Late in his life there gathered around Arthur a very small circle of enthusiasts, or “evangelists,” whom he tolerated but neither respected nor liked. These acquaintances often heard him speak of “About Myself,” an autobiographical journal in which he had been jotting observations about himself for the previous thirty years. Yet after his death something strange happened: “About Myself” was nowhere to be found. After searching in vain, Schopenhauer’s followers confronted Wilhelm Gwinner, the executor of Schopenhauer’s will, about the missing document. Gwinner informed them that “About Myself” no longer existed; as Schopenhauer had instructed him he had burned it immediately after his death.

Yet a short time later the same Wilhelm Gwinner wrote the first biography of Arthur Schopenhauer, and in it Schopenhauer’s evangelists insisted they recognized sections of the “About Myself” document either in direct quotes or in paraphrase.
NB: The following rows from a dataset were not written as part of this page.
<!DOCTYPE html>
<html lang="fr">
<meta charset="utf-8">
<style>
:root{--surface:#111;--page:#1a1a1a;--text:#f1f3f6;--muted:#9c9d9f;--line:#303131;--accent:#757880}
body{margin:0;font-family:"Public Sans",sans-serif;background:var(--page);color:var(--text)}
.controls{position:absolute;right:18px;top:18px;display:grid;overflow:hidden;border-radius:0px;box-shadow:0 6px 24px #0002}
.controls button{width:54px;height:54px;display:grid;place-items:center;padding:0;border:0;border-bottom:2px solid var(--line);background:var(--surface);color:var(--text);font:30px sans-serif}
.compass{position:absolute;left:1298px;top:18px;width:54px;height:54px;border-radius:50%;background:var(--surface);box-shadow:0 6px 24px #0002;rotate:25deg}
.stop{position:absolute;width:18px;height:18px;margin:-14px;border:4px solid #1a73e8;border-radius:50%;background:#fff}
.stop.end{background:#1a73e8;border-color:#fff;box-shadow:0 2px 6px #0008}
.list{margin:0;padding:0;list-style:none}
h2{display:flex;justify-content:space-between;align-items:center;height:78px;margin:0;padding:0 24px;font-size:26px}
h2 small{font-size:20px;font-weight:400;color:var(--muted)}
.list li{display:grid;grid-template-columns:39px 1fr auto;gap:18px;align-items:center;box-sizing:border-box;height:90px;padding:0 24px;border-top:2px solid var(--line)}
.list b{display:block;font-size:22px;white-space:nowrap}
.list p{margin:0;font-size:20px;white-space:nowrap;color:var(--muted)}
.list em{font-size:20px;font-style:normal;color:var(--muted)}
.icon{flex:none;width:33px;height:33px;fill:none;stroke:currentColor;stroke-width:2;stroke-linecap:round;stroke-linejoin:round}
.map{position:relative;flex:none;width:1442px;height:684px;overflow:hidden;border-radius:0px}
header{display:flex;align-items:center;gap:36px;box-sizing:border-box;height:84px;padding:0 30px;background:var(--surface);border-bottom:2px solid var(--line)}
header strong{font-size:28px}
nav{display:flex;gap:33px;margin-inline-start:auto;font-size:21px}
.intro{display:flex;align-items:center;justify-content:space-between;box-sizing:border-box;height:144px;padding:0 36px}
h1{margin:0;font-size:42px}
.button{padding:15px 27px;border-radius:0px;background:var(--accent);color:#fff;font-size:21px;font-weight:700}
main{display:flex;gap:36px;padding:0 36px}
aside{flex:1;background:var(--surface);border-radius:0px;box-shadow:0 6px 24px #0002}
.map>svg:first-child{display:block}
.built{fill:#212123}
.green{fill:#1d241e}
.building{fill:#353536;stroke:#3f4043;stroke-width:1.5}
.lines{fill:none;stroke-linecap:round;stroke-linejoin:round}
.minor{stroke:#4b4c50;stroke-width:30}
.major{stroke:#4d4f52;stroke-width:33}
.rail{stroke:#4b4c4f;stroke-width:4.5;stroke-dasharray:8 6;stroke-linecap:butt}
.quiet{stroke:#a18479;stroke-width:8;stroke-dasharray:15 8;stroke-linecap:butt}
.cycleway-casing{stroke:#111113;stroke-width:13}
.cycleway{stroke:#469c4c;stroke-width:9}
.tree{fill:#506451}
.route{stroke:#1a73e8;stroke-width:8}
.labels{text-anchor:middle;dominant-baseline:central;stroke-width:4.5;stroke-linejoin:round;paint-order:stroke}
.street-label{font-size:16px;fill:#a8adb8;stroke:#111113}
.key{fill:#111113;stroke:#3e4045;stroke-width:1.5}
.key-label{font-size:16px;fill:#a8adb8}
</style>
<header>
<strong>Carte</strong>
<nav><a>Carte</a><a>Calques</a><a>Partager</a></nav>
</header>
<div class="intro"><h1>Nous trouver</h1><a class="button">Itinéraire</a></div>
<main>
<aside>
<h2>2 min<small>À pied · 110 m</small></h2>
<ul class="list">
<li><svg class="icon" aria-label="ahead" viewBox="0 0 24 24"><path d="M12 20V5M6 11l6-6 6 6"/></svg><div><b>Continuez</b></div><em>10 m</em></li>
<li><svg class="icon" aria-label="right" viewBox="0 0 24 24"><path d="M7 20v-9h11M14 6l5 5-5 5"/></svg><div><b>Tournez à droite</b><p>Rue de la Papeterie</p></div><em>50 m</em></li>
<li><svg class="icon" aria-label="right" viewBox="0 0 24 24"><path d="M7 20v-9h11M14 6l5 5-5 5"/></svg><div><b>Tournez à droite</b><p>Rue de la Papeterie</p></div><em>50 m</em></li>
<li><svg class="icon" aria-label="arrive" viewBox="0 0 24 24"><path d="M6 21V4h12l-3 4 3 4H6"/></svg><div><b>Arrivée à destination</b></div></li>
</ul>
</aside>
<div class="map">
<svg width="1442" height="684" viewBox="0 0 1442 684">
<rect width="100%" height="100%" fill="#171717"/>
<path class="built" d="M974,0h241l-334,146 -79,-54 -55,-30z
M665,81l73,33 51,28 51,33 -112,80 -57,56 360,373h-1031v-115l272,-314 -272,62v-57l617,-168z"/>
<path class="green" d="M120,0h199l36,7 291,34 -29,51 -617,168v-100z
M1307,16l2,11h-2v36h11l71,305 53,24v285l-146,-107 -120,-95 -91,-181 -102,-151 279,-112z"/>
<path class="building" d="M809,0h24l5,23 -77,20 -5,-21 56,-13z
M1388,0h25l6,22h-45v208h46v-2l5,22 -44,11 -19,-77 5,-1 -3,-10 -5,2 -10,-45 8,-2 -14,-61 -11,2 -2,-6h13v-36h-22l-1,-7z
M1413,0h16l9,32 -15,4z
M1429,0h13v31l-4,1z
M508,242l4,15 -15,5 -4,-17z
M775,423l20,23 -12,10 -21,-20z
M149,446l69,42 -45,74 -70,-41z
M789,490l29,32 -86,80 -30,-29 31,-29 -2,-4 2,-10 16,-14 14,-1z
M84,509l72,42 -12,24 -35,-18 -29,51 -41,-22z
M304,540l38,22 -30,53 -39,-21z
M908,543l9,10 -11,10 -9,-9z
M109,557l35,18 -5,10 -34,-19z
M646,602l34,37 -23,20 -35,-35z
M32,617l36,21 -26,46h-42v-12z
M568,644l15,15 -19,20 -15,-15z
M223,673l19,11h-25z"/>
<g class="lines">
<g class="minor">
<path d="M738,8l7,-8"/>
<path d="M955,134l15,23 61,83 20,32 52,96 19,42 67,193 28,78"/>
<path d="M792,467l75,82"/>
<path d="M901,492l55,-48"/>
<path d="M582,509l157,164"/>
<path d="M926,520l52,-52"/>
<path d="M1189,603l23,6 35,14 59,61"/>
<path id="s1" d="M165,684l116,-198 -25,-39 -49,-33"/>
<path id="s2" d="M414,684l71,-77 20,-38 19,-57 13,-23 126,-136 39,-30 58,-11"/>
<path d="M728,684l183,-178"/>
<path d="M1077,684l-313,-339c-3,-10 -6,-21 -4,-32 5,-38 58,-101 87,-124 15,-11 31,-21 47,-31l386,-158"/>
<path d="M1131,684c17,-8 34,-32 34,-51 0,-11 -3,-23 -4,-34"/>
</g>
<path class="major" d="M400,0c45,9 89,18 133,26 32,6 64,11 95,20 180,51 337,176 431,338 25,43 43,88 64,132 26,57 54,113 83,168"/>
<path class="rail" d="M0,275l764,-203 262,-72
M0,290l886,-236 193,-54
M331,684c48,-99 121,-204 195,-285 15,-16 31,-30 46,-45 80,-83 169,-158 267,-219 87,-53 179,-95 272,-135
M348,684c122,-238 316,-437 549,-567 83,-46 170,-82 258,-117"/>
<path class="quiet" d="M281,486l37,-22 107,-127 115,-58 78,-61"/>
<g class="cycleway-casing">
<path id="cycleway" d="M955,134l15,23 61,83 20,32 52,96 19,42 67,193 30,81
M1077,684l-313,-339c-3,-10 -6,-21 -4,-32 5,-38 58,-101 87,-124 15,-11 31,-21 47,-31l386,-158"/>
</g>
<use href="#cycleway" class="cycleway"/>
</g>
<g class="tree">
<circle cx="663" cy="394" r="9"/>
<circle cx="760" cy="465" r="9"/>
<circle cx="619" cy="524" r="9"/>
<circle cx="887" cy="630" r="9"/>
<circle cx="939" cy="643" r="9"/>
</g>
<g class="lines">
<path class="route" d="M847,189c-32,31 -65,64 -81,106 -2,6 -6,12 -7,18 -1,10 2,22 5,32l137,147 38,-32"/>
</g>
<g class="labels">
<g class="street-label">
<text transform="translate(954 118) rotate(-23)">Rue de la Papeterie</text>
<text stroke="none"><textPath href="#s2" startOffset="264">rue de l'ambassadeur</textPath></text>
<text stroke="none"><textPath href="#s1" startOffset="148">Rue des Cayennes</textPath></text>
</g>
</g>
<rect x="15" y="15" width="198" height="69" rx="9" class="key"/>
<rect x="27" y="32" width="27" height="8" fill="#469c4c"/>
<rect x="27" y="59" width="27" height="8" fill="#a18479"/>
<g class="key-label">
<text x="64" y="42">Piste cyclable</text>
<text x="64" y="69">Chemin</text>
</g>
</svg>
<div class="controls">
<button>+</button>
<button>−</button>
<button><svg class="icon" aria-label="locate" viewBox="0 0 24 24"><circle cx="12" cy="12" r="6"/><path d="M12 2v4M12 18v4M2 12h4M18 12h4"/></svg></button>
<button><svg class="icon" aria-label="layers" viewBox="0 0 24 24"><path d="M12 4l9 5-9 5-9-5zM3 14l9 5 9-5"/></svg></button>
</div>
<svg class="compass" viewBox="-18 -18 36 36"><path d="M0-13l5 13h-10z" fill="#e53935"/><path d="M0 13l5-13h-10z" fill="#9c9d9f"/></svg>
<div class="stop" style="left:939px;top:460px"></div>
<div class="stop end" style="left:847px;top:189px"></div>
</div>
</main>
Had Gwinner copied the manuscript before burning it? Or not burned it all and instead plundered it for use in his biography? Controversy swirled for decades, and ultimately another Schopenhauer scholar reconstituted the document from Gwinner’s book and from other of Schopenhauer’s writings and published the forty-seven-page at the end of the four-volume Nachschlass (Manuscript Remains). “About Me” is an odd reading experience because each paragraph is followed by a description of its Byzantine provenance, often longer than the text itself.